_Task statement_. Please keep the pictures out and write out exactly the lines from the first in the data below through the one containing "position:absolute; right:15px; bottom:15px;", both included.

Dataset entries
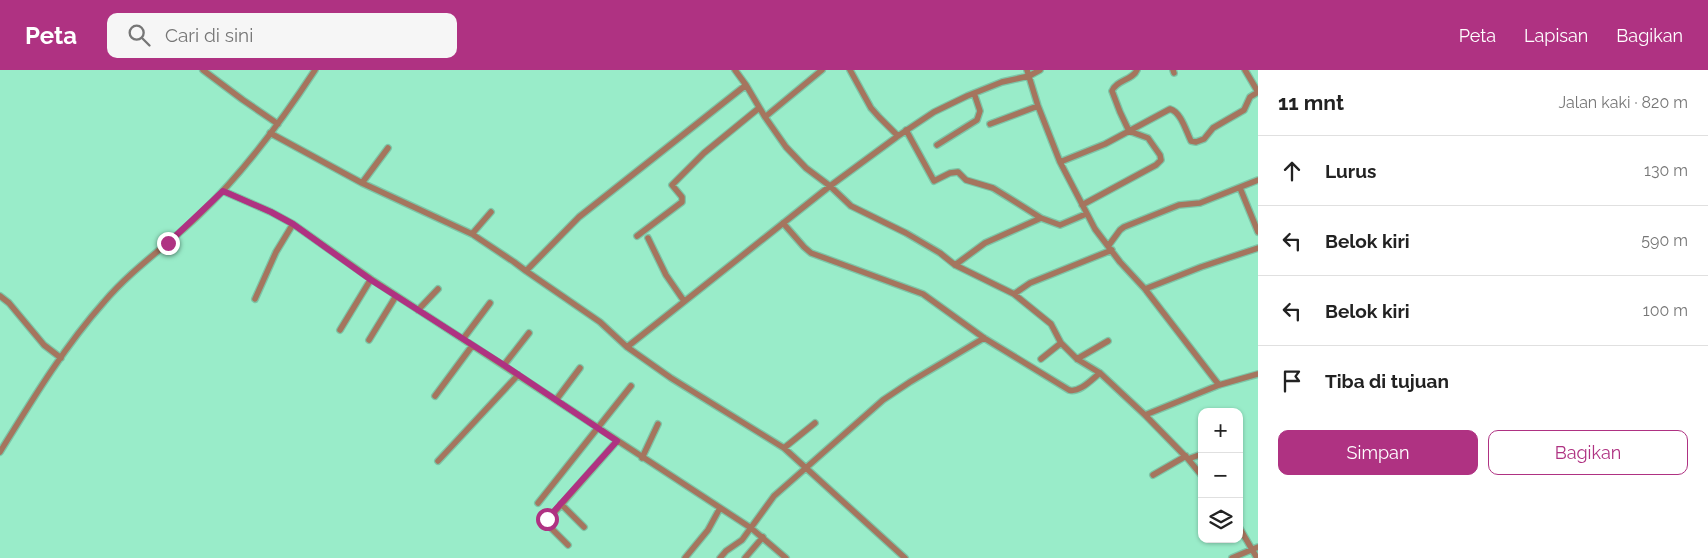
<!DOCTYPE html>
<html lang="id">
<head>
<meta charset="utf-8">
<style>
	body { margin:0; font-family:Raleway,sans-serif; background:#f6f6f6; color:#222 }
	.controls { position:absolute; right:15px; bottom:15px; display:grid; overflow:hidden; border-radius:10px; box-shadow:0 1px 4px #0004 }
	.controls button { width:45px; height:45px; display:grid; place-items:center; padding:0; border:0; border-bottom:1px solid #e0e0e0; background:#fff; color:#222; font:25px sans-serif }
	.stop { position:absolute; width:15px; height:15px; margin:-11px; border:4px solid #af3282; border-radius:50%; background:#fff }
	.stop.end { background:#af3282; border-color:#fff; box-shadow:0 1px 5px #0008 }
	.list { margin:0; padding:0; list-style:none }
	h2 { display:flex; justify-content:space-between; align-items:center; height:65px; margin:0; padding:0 20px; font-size:21px }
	h2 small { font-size:16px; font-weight:400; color:#767676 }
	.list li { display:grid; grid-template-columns:32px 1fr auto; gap:15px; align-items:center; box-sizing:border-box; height:70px; padding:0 20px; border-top:1px solid #e0e0e0 }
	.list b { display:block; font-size:19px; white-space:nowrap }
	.list em { font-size:16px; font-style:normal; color:#767676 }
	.actions { display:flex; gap:10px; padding:15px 20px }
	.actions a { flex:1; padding:11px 0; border:1px solid #af3282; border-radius:10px; text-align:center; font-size:18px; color:#af3282 }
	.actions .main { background:#af3282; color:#fff }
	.icon { flex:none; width:28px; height:28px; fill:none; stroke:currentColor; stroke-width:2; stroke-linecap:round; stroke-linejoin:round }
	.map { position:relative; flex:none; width:1258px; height:488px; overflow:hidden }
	header { display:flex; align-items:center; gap:30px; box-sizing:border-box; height:70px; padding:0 25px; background:#af3282; color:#fff }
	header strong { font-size:24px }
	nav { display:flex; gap:28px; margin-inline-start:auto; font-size:18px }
	.search { width:350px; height:45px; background:#f6f6f6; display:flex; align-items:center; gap:12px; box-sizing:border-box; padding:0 18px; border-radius:10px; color:#767676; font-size:19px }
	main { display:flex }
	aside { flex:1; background:#fff }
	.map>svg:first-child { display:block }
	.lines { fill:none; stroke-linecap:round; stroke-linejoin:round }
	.minor-casing { stroke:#7dc5a7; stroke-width:8 }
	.minor { stroke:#a5755e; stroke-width:5.5 }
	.route { stroke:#af3282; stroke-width:6 }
</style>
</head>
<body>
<header>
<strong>Peta</strong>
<div class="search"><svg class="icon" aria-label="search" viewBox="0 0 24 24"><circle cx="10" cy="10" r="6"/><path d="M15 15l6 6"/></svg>Cari di sini</div>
<nav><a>Peta</a><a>Lapisan</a><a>Bagikan</a></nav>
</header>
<main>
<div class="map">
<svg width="1258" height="488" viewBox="0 0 1258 488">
	<rect width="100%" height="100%" fill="#99ecc9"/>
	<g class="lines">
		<g class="minor-casing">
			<path id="minor" d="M203,0L243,30L278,54
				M735,0L746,15L765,47L786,77L806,98L830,116L851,136L906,163L940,183L955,195L1014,224L1051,254L1061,273L1077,289L1100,303L1145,345L1188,389L1202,406
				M850,0L871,38L879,47L898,66
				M1027,0L1038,36L1060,92L1095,159L1120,192L1145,219L1219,315
				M1173,0L1174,3
				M1245,0L1258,22
				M765,47L822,0
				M990,54L1038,36
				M906,60L934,111L950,103L958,102L966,110L993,118L1006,126L1041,148
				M270,63L362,113L472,164L514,192L526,201L600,252L627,277L671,308L784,378L905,488
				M937,75L977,50L980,41L974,23
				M1060,92L1105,74L1170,39C1181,42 1186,61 1191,71L1196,72L1204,69L1213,58L1244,40L1250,27L1258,22
				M362,113L388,78
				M1240,118L1258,162
				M223,121L271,142L293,154L371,209L751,458L786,488
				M1082,135L1156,95L1161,90L1160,85L1148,68L1129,61L1120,42L1112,21C1116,10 1133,10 1137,0
				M783,153L804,177L811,183L923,224L984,268L1069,320C1080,323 1092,309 1100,303
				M472,164L491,142
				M637,166L682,132V127L672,115L704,83L759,38
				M648,168L666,205L684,231
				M1109,175L1120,160L1124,157L1179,135L1200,133L1258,110
				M955,195L985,173L1041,148L1060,155L1086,144
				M526,201L579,147L746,15
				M1145,219L1201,197L1258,178
				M1014,224L1030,213L1112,180
				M0,226L9,233L44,275L61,288
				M255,229L276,182L293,154
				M418,240L438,219
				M340,260L371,209
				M463,269L490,233
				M369,270L396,226
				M627,277L830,116L898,66L934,42L967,26L1002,12L1029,6L1040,0
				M1041,289L1061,273
				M1077,289L1108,271
				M504,295L529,263
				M435,326L472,276
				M556,330L580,298
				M1145,345L1219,315L1258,304
				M784,378L815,353
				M0,382C32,330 64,277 104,232C132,199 168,175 199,145C244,102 281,52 315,0
				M642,388L658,354
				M1188,389L1202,384
				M438,391L518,305
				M1153,405L1186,386
				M538,433L631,316
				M561,434L584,457
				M1239,457L1257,488
				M568,475L547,454L546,452L617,371
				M685,488L708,460L720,438
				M720,488L726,481L742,470L774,426L883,330L910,312L984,268
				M745,488L763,467
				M1232,488L1258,477"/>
		</g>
		<use href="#minor" class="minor"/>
	</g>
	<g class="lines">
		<path class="route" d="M168,173L223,121L271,142L293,154L371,210L504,295L617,371L547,449"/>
	</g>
</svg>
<div class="controls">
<button>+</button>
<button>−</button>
<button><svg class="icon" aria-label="layers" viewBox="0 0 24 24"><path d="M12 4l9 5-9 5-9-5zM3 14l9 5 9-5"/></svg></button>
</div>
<div class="stop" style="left:547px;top:449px"></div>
<div class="stop end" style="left:168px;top:173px"></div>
</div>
<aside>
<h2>11 mnt<small>Jalan kaki · 820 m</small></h2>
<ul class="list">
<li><svg class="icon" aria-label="ahead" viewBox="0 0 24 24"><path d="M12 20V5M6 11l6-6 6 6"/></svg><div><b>Lurus</b></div><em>130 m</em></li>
<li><svg class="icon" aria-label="left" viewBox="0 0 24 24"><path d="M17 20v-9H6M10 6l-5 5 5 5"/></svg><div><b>Belok kiri</b></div><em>590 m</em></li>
<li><svg class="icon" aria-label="left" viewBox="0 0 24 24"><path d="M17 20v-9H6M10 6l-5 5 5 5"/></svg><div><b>Belok kiri</b></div><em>100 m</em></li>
<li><svg class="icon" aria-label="arrive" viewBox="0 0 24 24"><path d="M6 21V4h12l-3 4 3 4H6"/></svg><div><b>Tiba di tujuan</b></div></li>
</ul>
<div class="actions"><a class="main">Simpan</a><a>Bagikan</a></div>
</aside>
</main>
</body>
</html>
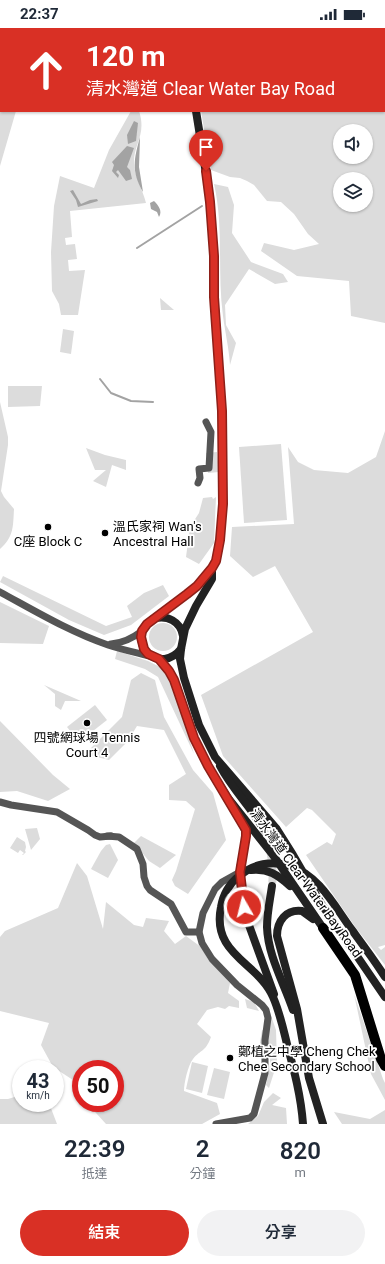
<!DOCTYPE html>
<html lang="zh-TW">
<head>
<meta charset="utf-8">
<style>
	body { margin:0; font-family:Roboto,"Noto Sans TC",sans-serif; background:#f2f2f3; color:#1f2937; height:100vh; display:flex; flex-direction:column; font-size:15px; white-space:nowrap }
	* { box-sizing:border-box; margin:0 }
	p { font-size:13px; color:#747a83 }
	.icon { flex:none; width:22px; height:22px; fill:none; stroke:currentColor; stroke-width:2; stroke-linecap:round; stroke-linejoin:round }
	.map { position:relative; height:1096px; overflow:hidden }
	.details { display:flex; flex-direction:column; background:#fff; flex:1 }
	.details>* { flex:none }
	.hud { position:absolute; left:0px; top:0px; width:385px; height:84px; box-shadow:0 1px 3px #0004; background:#d93025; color:#fff; overflow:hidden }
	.buttons { position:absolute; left:333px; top:96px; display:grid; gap:8px }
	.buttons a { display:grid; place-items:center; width:40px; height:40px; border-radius:50%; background:#fff; box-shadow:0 1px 3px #0004; font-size:20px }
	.speed { position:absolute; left:12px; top:1032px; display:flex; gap:8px; font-size:20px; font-weight:700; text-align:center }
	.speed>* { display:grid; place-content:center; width:52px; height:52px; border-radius:50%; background:#fff; box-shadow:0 1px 3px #0004; line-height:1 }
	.speed small { font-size:10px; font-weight:400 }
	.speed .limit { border:6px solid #d22; background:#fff; color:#111 }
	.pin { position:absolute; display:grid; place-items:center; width:34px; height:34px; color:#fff; margin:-41px -17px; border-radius:50% 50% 50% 0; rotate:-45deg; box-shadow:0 0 4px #0007 }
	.pin .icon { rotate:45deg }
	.me { position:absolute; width:44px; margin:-22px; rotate:352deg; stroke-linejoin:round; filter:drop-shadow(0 0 3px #0008) }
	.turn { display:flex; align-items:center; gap:14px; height:84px; padding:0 20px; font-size:18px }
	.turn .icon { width:52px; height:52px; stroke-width:2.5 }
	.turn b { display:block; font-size:28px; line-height:34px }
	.eta { display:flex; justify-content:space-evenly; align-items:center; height:68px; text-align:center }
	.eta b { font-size:24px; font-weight:600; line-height:28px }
	.button { display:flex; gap:8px; margin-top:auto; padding:8px 20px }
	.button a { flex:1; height:46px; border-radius:24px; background:#d93025; color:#fff; font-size:16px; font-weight:600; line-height:46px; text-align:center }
	.button a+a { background:#f2f2f3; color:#1f2937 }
	.status { display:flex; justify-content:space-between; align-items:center; height:28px; padding:0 20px; background:#fff; direction:ltr }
	.status svg { height:11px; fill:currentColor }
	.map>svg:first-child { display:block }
</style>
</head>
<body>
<div class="status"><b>22:37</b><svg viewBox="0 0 49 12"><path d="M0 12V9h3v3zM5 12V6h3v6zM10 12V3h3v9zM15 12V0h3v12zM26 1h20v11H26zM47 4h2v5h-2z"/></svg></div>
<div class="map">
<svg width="385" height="1096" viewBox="0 0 385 1096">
	<rect width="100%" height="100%" fill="#fff"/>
	<g fill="#dcdcdc" fill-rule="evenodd">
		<path d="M105,0H173L174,1H105Z"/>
		<path d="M187,0H385V295L351,288L349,253L297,248L261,223L264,215L294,222L319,216L308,206L294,186L281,174L267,173L254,157L247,153L240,150L230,149L211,142L201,83H384V1ZM340,103H366V129H340ZM340,151H366V177H340Z"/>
		<path d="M0,7H1V83H16L0,138Z"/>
		<path d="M131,83H139C147,107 133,116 134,136C135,150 143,162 146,175L70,183L72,209L65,210L66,217L75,216L77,231L68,232L69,243L85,242L78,287H61L59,276L52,263L51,224L54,178L60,148L94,160L109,122Z"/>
		<path d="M214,156L228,159L234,177L232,205L251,234L283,246L288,254L275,256L249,241L225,277L226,297L236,315L230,337C229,320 225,304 223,288C217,244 224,199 214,156Z"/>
		<path d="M160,270L174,282H161Z"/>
		<path d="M63,301L74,303L71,326L60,324Z"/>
		<path d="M8,358H42L40,378L8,379Z"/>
		<path d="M0,374L8,409V417L1,463L4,469L14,481C13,498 14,509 0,521Z"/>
		<path d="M385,403V917L378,919L381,922L385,919V937L356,900L306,827L327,814L332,817L336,806L312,782L307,780L286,799L223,728L201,667L313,604L275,538L253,549L230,528L232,499L294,496L288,419L298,434L314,442L348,445L376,429Z"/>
		<path d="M281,416L287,492L244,495L239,419Z"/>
		<path d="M86,420L105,427L126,432V442L112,437L106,459L93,453L106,442H95Z"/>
		<path d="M217,424L219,444L208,445L206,425Z"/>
		<path d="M212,469L213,471L216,469L214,515L199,536L186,529L190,499L199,485L203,470Z"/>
		<path d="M3,548L106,598L132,589L127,578L144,565L163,557L169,568L131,597L104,607L69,592L0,554Z"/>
		<path d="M0,574L49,598L43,616L0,615Z"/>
		<circle cx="163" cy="609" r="14"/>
		<path d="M117,623L148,633L162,640L170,650L194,726L158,649L145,641L115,631Z"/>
		<path d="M141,645L155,652L164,689L193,742L213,765L226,812L188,866L175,858L172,852L176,843L195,781L186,773L169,772V757L186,746L164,702L137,698L127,714L109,732L85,726L122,689L131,652Z"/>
		<path d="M44,657L81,673H65L61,682L55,678V666Z"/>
		<path d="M95,677L107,692L79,714L67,699Z"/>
		<path d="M0,693L53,747L70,761L48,773L17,763L0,764Z"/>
		<path d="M37,800L40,811L31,822L25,801Z"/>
		<path d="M141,808L176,827L160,840L149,833L134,815Z"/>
		<path d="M17,809L25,814L26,819L25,823L26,824L23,827H22L24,825L20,822L18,825L10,820Z"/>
		<path d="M110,816L118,832L108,850L91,841L101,823L106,817Z"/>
		<path d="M77,835L87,848L103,901L106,874L134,897L143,899L146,890L169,893L164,903L175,916L186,908L201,919L208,931L230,955L228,965L239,973V980L229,978L225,981L218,979L207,982L197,996L211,1009C205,1025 201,1021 193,1031C188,1037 184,1055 184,1063L217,1075L220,1086L202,1096H106L87,1075H115V1041H81V1065L73,1052L53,1039L41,1017L49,995L0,983V909L5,903L58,880Z"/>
		<path d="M354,966L383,1051L385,1055V1072L371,1046Z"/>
		<path d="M245,971L254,974L259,983L247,980Z"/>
		<path d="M268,979L276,1002L277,1035L269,1060L266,1057L270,1037V1018L259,1021L262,1002L268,1004L270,990Z"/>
		<path d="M192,1034L208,1038L202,1065L186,1061Z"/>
		<path d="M214,1040L230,1044L224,1071L207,1067Z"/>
		<path d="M273,1065L281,1070L272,1077L286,1080L287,1096H248L258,1088L264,1074Z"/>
		<path d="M21,1067V1075H49L57,1096H0V1071H8Z"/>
		<path d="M385,1082V1096H342L334,1084L370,1091Z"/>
	</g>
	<g fill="#a3a3a3">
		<path d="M134,93L138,95L136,113L128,116L127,107Z"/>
		<path d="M140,109L139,139L143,164C131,143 134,131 140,109Z"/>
		<path d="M127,118L134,120L127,139L130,142L132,151L126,153L118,142L116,144L119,147L118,150L112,143L114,137L112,134Z"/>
		<path d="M73,162L81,176L90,172L97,171L98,173L78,179L76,172L70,163Z"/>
		<path d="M154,173C158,177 163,183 159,189L157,184L151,181L150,175Z"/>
	</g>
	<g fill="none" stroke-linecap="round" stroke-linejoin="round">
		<g stroke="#a3a3a3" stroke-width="2">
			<path d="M137,220L202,178"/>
			<path d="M100,351L111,365L131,373L153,374"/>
		</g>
		<path stroke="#d9d9d9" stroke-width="8" stroke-dasharray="8 4" stroke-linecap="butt" d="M263,800C271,819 274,838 272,858"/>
		<g stroke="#555" stroke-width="7">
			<path d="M198,455L200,450L199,441L209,440L211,404L206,394"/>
			<path d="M0,564C35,583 70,604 108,617C123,622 138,625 153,629"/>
			<path d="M111,616C123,615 133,610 142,603"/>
			<path d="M0,774L11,777L57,784L88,802L95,807L100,809L111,808"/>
			<path d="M111,808H107L119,809L137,821L143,836L144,849L147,858L150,862L171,876L186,904H199"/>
			<path d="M216,1096L250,1090L254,1086L265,1045V1012L268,990L266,982L262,977L237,957L212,931L202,915L199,904L203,885L215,861L222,854L240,844"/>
		</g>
		<g stroke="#222" stroke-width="8">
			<path d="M182,0V1"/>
			<path d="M212,540V551L196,578L185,601L181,621L180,631L184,650L199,697L215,729L276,800L293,827L322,877L385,969"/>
			<path d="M153,591C167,586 181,594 183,608"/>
			<path d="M181,621C161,646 128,619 147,596L187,566L197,558L212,540L216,533L220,513L223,476L222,383L214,265V228L209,164L196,83"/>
			<path d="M159,631L169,643L174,653L194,710L208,738L228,770L273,827L323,900"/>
			<path d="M220,738C232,761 250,778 263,800"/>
			<path d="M241,792C252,811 240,826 240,845C240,860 243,875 246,889L274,966"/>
			<path d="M251,842C268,840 278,847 290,858"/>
			<path d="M272,858C270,872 267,885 267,899C268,928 284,955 293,982"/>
			<path d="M313,891L302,883C286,881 277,893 277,908L297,981L309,1050L323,1096"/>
			<path d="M303,1096C301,1068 294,1042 287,1016C283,1000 280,985 273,969C259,935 211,927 221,879C223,867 229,856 239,848C253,836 272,832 290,838C319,847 335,879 352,902C363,917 375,933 385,949"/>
		</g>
		<path stroke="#000" stroke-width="10" d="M323,900L355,947L381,1031L385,1038"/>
	</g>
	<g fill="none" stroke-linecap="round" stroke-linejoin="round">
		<defs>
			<path id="route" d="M206,143L210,174L214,228V269L222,383L223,476L220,512L216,533L212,540L197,558L187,566L147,596L142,603L141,609L144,621L148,626L159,631L169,643L174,652L194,710L208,738L246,802V808L240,844L244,879"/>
		</defs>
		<use href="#route" stroke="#8d1f18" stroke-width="10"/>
		<use href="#route" stroke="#d93025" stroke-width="7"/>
	</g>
	<g fill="#000" stroke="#fff" stroke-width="1.5">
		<circle cx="48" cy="499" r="4"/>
		<circle cx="105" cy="505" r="4"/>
		<circle cx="87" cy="695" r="4"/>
		<circle cx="230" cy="1030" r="4"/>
	</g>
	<g text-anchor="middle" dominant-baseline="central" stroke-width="3.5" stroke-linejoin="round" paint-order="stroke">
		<g font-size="13" fill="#000" stroke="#fff" text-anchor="start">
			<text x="113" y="498">溫氏家祠 Wan's<tspan x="113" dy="15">Ancestral Hall</tspan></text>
			<text x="48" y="513" text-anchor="middle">C座 Block C</text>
			<text x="87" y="709" text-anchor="middle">四號網球場 Tennis<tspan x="87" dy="15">Court 4</tspan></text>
			<text x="238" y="1023">鄭植之中學 Cheng Chek<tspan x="238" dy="15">Chee Secondary School</tspan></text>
		</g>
		<g font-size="13" fill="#000" stroke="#fff">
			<text transform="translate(306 855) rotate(54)">清水灣道 Clear Water Bay Road</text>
		</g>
	</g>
</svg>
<div class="buttons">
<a><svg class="icon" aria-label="sound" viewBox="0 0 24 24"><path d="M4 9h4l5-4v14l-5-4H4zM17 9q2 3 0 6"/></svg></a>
<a><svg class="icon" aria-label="layers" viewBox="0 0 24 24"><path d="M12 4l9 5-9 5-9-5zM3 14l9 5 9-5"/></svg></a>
</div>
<div class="speed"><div>43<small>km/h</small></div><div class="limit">50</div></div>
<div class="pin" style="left:206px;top:143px;background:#d93025"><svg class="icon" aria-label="arrive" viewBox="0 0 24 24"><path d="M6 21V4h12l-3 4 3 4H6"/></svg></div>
<svg class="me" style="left:244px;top:879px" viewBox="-20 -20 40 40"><circle r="17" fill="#d93025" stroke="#fff" stroke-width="3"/><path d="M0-11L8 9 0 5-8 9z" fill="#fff"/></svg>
<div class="hud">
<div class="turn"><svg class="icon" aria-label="ahead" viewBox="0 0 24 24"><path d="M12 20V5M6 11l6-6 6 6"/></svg><div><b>120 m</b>清水灣道 Clear Water Bay Road</div></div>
</div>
</div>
<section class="details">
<div class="eta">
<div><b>22:39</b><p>抵達</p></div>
<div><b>2</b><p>分鐘</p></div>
<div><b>820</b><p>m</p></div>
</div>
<div class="button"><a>結束</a><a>分享</a></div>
</section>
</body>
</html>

_Written response_.
<!DOCTYPE html>
<html lang="id">
<head>
<meta charset="utf-8">
<style>
	body { margin:0; font-family:Raleway,sans-serif; background:#f6f6f6; color:#222 }
	.controls { position:absolute; right:15px; bottom:15px; display:grid; overflow:hidden; border-radius:10px; box-shadow:0 1px 4px #0004 }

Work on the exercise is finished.